··· EXERCISE DATA

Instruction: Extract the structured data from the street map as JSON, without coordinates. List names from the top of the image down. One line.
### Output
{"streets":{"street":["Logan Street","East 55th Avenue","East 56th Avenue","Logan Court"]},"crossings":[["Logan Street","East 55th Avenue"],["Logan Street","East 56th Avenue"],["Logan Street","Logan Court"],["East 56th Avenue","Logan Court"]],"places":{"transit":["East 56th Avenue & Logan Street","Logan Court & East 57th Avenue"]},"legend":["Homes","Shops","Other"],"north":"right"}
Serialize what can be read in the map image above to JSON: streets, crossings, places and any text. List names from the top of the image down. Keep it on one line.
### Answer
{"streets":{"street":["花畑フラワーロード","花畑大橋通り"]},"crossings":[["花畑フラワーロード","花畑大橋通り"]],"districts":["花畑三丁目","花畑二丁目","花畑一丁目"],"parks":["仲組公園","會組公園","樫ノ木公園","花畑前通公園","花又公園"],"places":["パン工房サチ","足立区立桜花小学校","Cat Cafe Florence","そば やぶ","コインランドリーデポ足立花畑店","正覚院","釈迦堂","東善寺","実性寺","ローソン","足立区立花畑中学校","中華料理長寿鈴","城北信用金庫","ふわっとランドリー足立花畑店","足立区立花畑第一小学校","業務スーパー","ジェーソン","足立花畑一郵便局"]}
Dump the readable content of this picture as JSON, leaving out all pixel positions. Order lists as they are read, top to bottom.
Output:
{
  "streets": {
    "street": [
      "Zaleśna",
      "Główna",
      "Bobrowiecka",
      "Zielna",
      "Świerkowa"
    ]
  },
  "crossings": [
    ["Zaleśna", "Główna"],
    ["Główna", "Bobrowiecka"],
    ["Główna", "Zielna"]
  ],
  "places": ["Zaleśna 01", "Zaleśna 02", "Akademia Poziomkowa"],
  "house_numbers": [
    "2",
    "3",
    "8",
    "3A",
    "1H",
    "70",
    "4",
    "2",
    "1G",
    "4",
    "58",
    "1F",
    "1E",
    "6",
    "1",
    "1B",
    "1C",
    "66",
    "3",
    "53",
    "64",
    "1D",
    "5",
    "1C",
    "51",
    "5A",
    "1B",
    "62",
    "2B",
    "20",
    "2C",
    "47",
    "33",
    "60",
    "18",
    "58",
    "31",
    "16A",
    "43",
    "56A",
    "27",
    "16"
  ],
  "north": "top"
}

······

ASSIGNMENT
Recopy the records without any alteration.

THE ANSWER
Instruction: Extract the structured data from the street map as JSON, without coordinates. List names from the top of the image down. One line.
### Output
{"streets":{"street":["Logan Street","East 55th Avenue","East 56th Avenue","Logan Court"]},"crossings":[["Logan Street","East 55th Avenue"],["Logan Street","East 56th Avenue"],["Logan Street","Logan Court"],["East 56th Avenue","Logan Court"]],"places":{"transit":["East 56th Avenue & Logan Street","Logan Court & East 57th Avenue"]},"legend":["Homes","Shops","Other"],"north":"right"}
Serialize what can be read in the map image above to JSON: streets, crossings, places and any text. List names from the top of the image down. Keep it on one line.
### Answer
{"streets":{"street":["花畑フラワーロード","花畑大橋通り"]},"crossings":[["花畑フラワーロード","花畑大橋通り"]],"districts":["花畑三丁目","花畑二丁目","花畑一丁目"],"parks":["仲組公園","會組公園","樫ノ木公園","花畑前通公園","花又公園"],"places":["パン工房サチ","足立区立桜花小学校","Cat Cafe Florence","そば やぶ","コインランドリーデポ足立花畑店","正覚院","釈迦堂","東善寺","実性寺","ローソン","足立区立花畑中学校","中華料理長寿鈴","城北信用金庫","ふわっとランドリー足立花畑店","足立区立花畑第一小学校","業務スーパー","ジェーソン","足立花畑一郵便局"]}
Dump the readable content of this picture as JSON, leaving out all pixel positions. Order lists as they are read, top to bottom.
Output:
{
  "streets": {
    "street": [
      "Zaleśna",
      "Główna",
      "Bobrowiecka",
      "Zielna",
      "Świerkowa"
    ]
  },
  "crossings": [
    ["Zaleśna", "Główna"],
    ["Główna", "Bobrowiecka"],
    ["Główna", "Zielna"]
  ],
  "places": ["Zaleśna 01", "Zaleśna 02", "Akademia Poziomkowa"],
  "house_numbers": [
    "2",
    "3",
    "8",
    "3A",
    "1H",
    "70",
    "4",
    "2",
    "1G",
    "4",
    "58",
    "1F",
    "1E",
    "6",
    "1",
    "1B",
    "1C",
    "66",
    "3",
    "53",
    "64",
    "1D",
    "5",
    "1C",
    "51",
    "5A",
    "1B",
    "62",
    "2B",
    "20",
    "2C",
    "47",
    "33",
    "60",
    "18",
    "58",
    "31",
    "16A",
    "43",
    "56A",
    "27",
    "16"
  ],
  "north": "top"
}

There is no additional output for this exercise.